Given records –

★ ★ ★ ★ ★ ★ ★

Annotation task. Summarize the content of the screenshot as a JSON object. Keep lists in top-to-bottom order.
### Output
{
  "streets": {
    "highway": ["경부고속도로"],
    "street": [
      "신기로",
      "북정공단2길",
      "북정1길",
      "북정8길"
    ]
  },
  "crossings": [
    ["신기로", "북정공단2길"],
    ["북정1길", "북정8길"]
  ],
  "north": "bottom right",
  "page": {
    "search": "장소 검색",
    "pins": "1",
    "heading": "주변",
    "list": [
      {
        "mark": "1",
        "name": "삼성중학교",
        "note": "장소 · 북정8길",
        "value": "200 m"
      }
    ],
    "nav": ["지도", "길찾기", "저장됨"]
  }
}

★ ★ ★ ★ ★ ★ ★

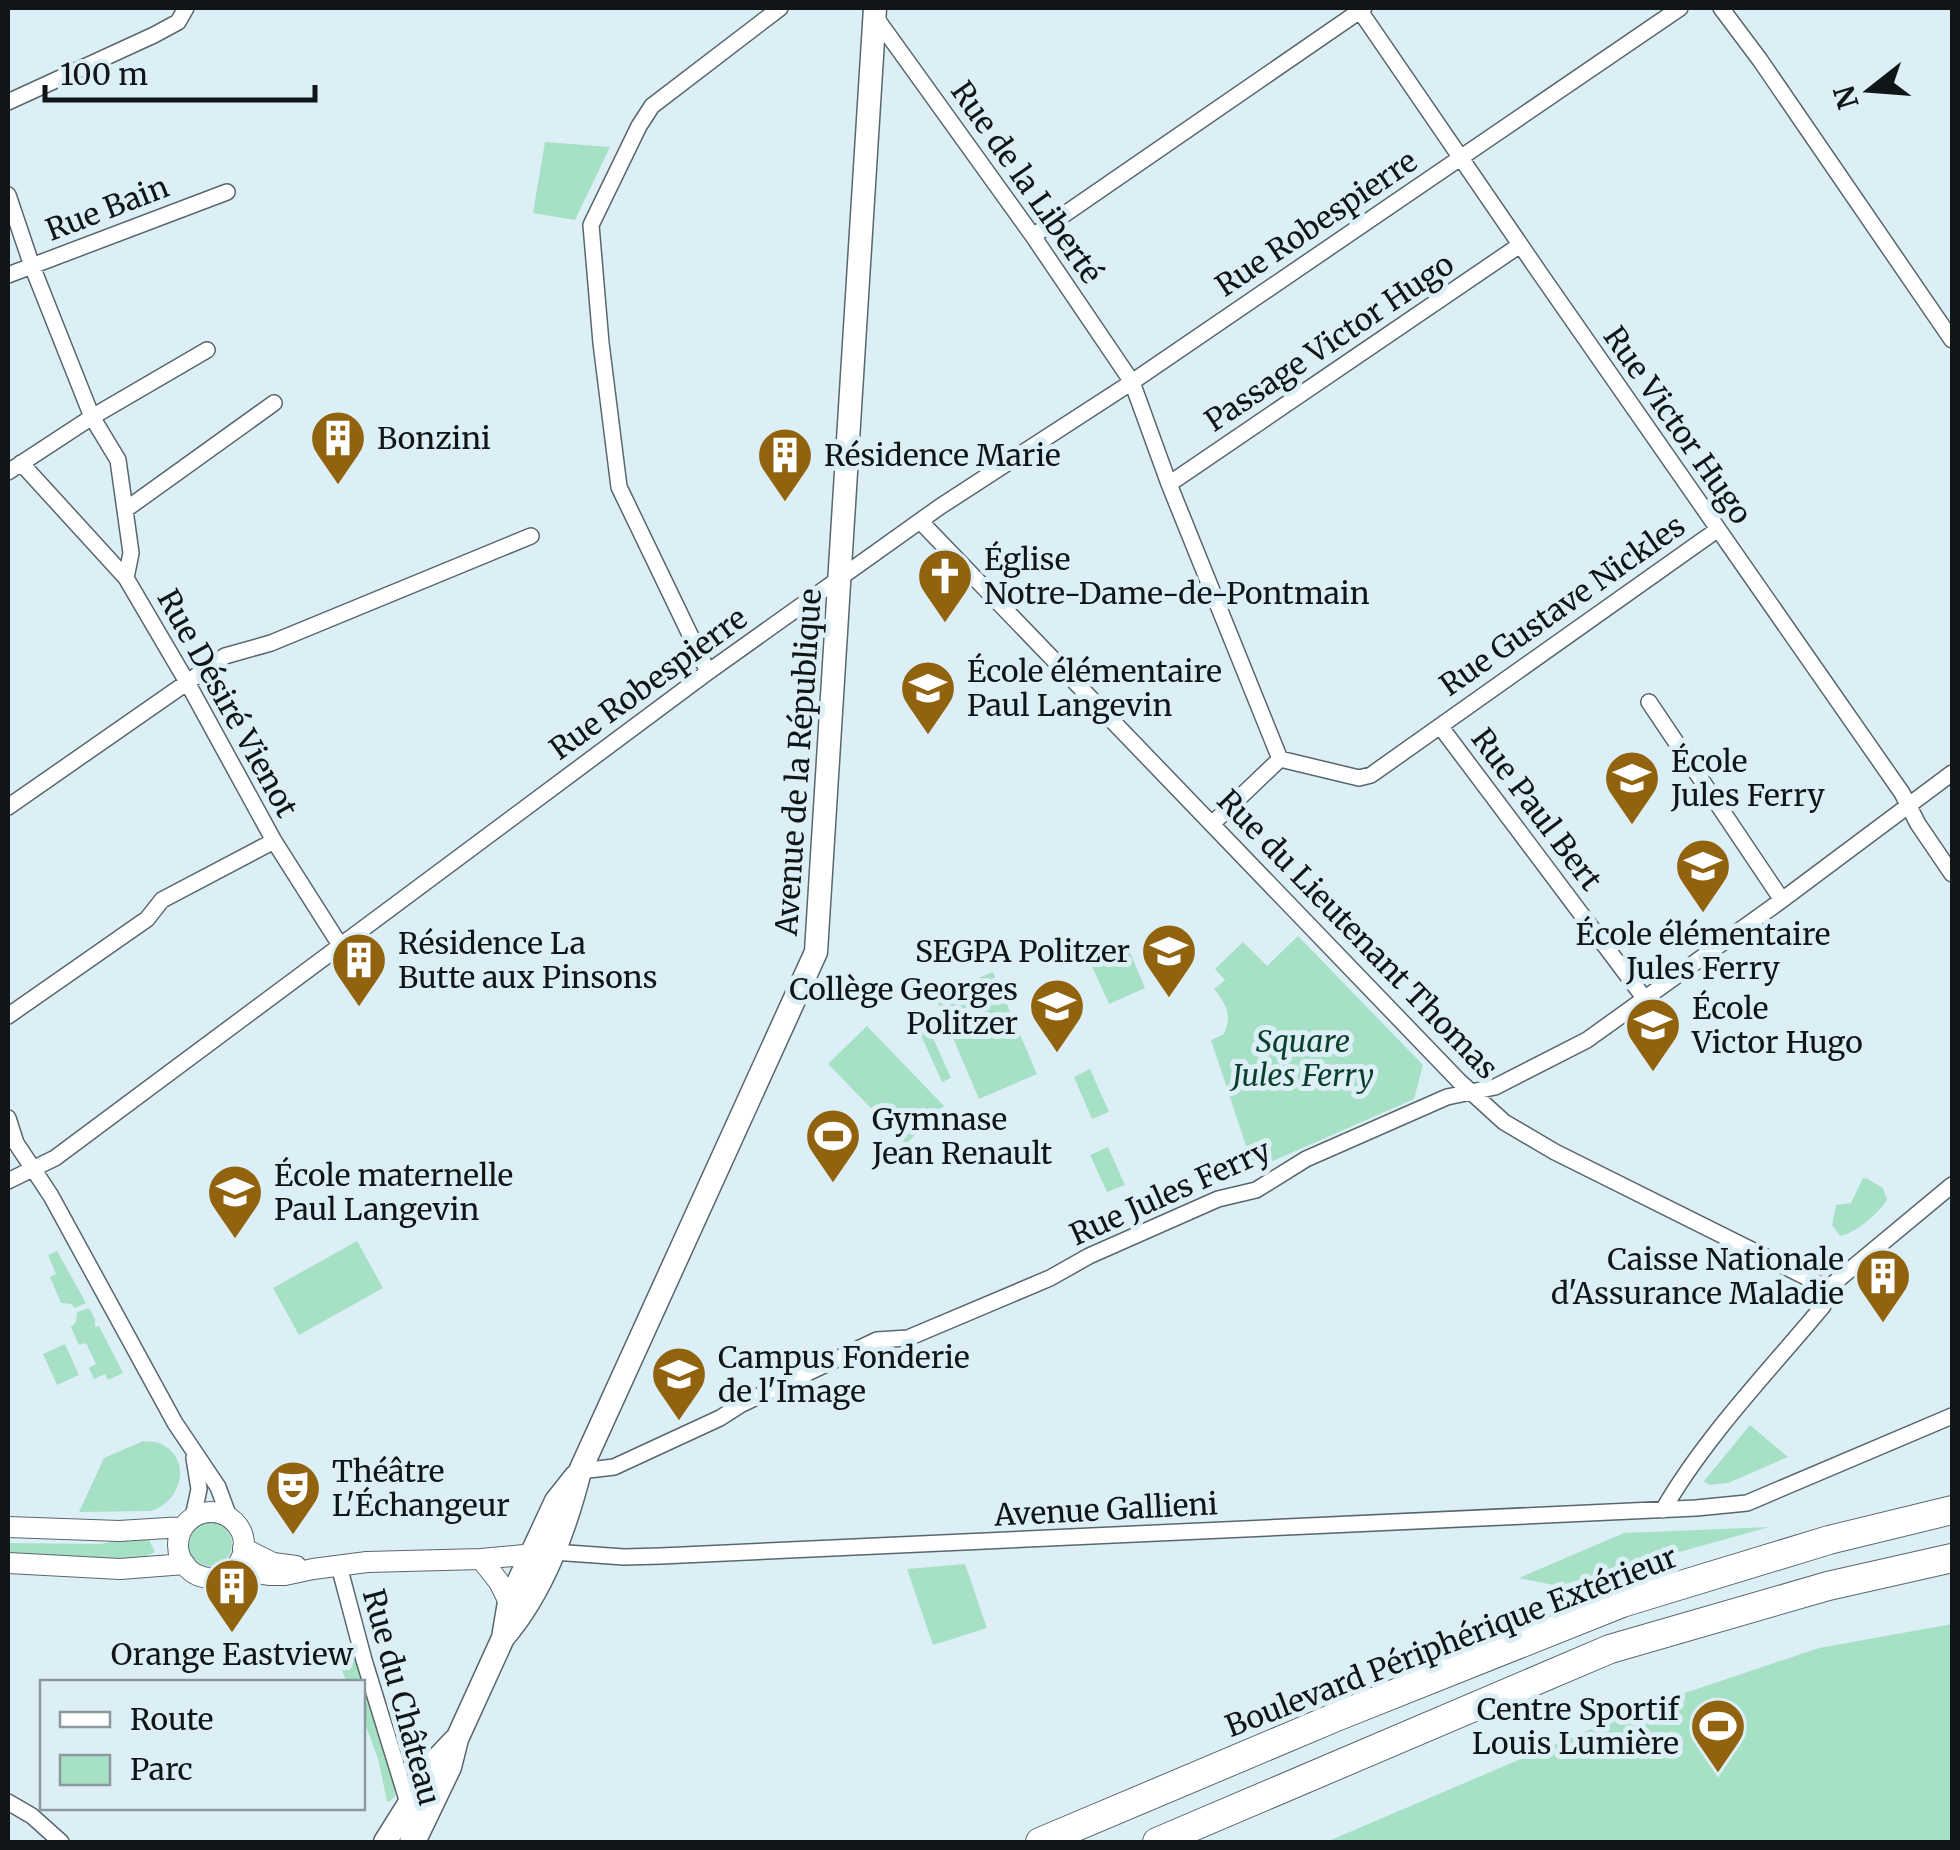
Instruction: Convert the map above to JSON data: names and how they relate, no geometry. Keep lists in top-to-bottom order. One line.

★ ★ ★ ★ ★ ★ ★

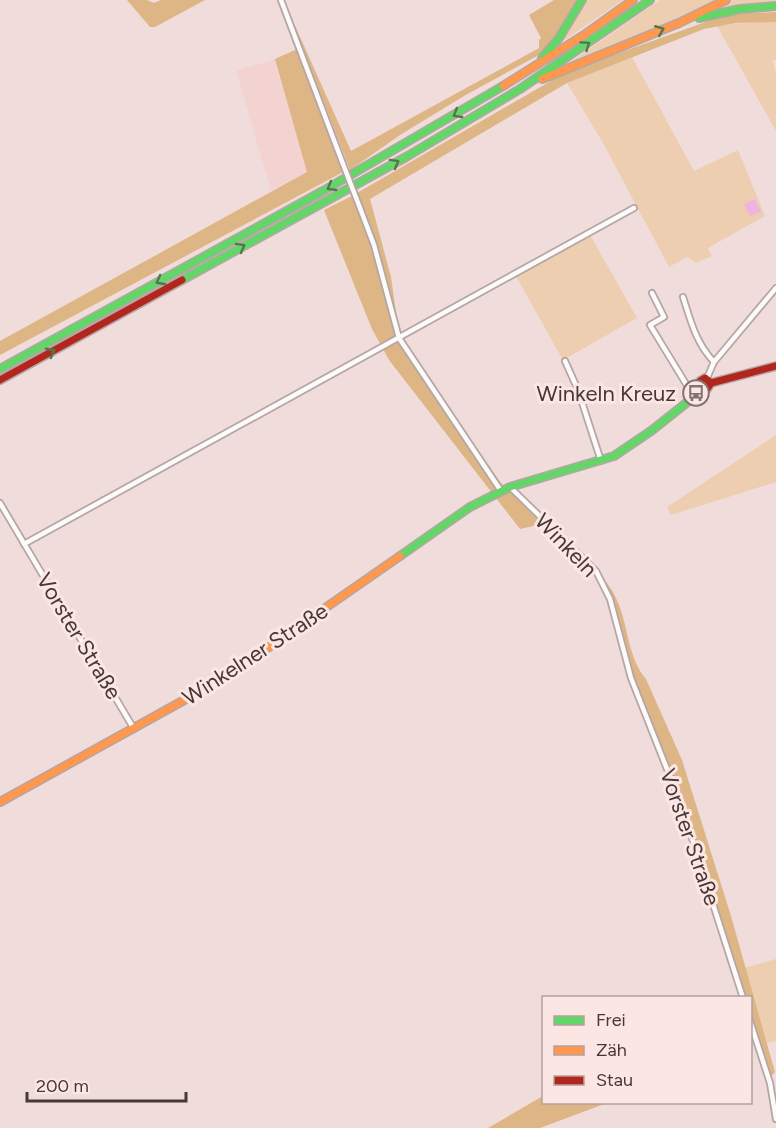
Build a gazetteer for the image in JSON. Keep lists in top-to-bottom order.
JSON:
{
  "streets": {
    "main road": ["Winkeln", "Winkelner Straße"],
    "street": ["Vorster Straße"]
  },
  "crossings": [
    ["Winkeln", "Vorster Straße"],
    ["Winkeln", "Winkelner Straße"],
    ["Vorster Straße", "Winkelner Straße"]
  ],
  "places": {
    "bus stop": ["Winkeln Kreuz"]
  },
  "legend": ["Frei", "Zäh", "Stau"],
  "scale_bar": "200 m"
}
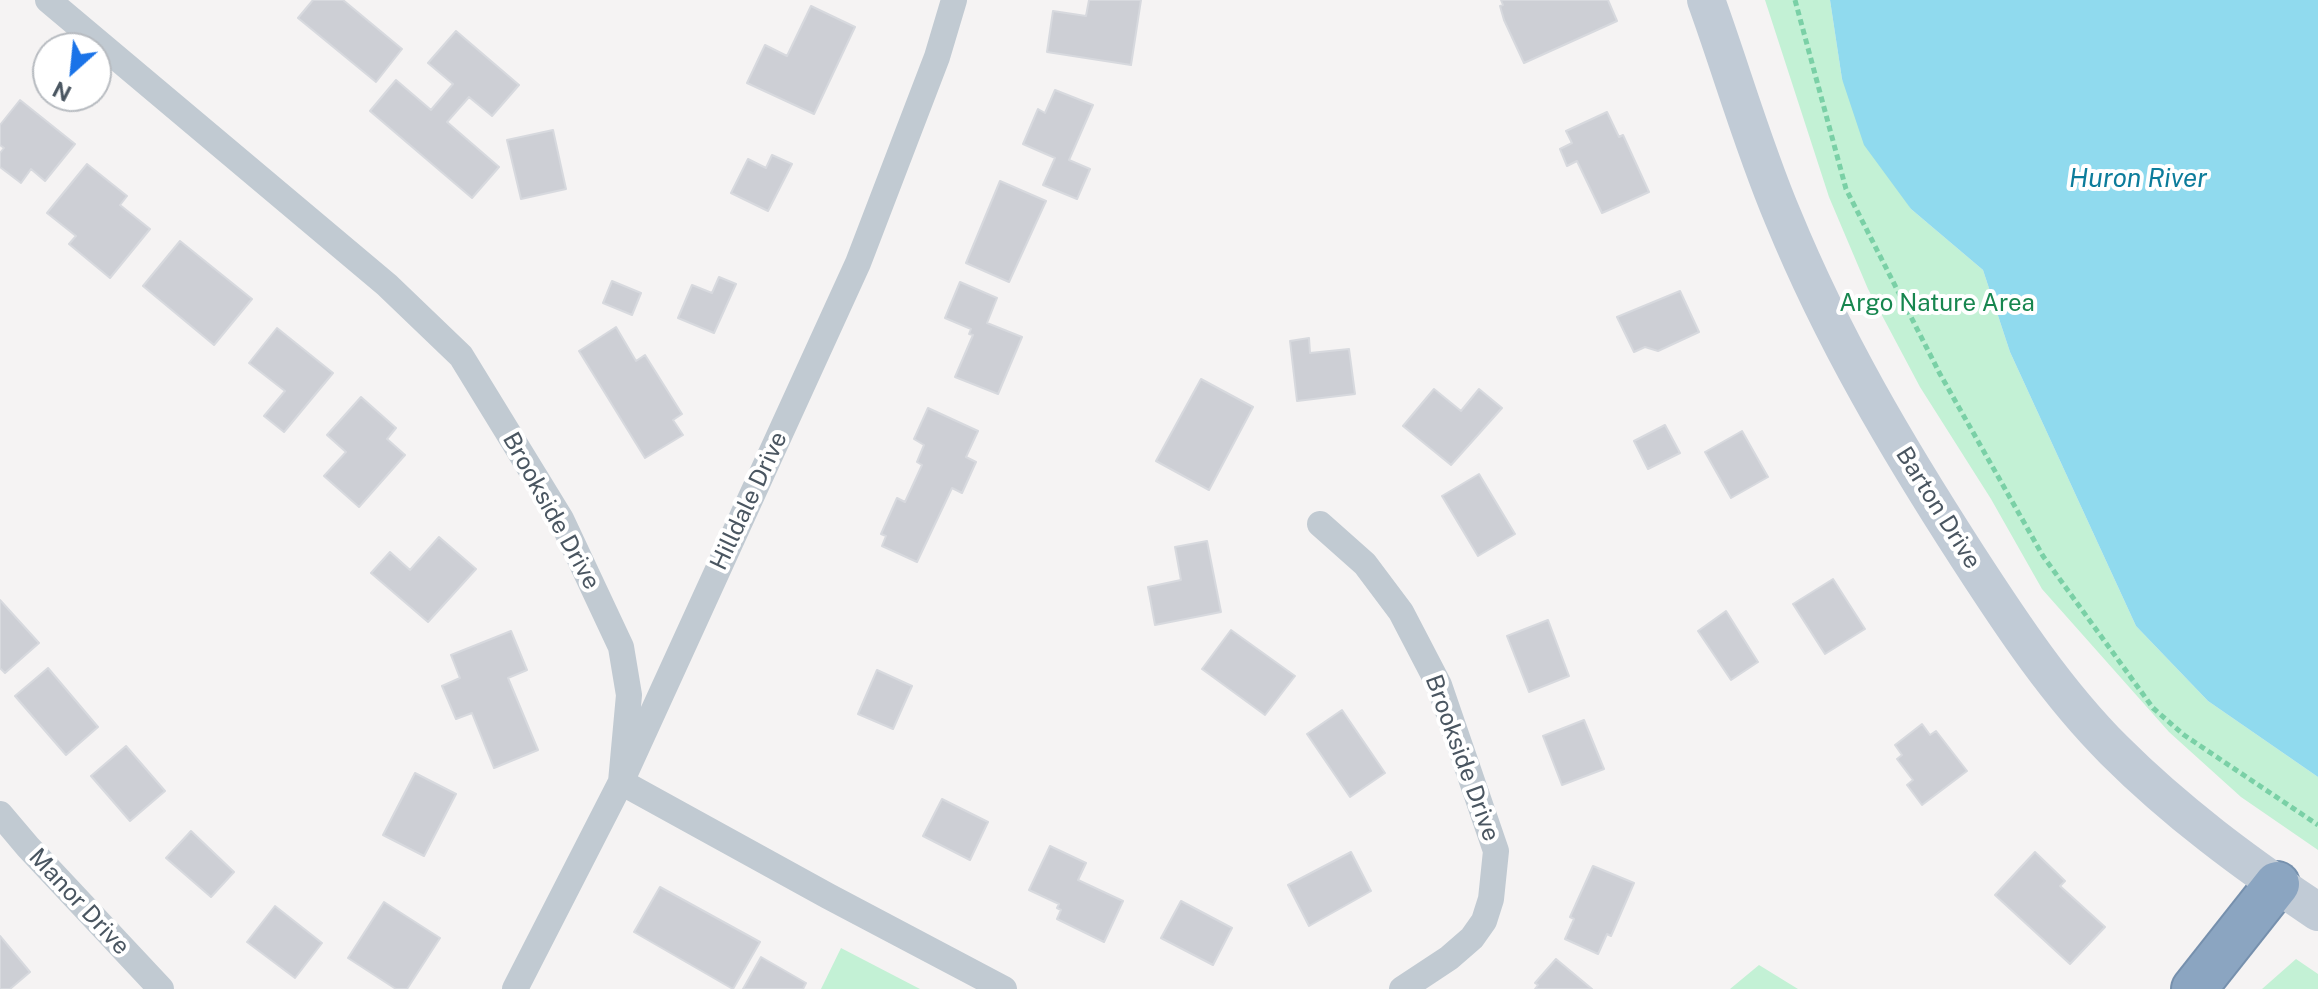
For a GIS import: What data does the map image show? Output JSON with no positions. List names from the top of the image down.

★ ★ ★ ★ ★ ★ ★

Return all lines from the material that contain "Keep".

Annotation task. Summarize the content of the screenshot as a JSON object. Keep lists in top-to-bottom order.
Instruction: Convert the map above to JSON data: names and how they relate, no geometry. Keep lists in top-to-bottom order. One line.
Build a gazetteer for the image in JSON. Keep lists in top-to-bottom order.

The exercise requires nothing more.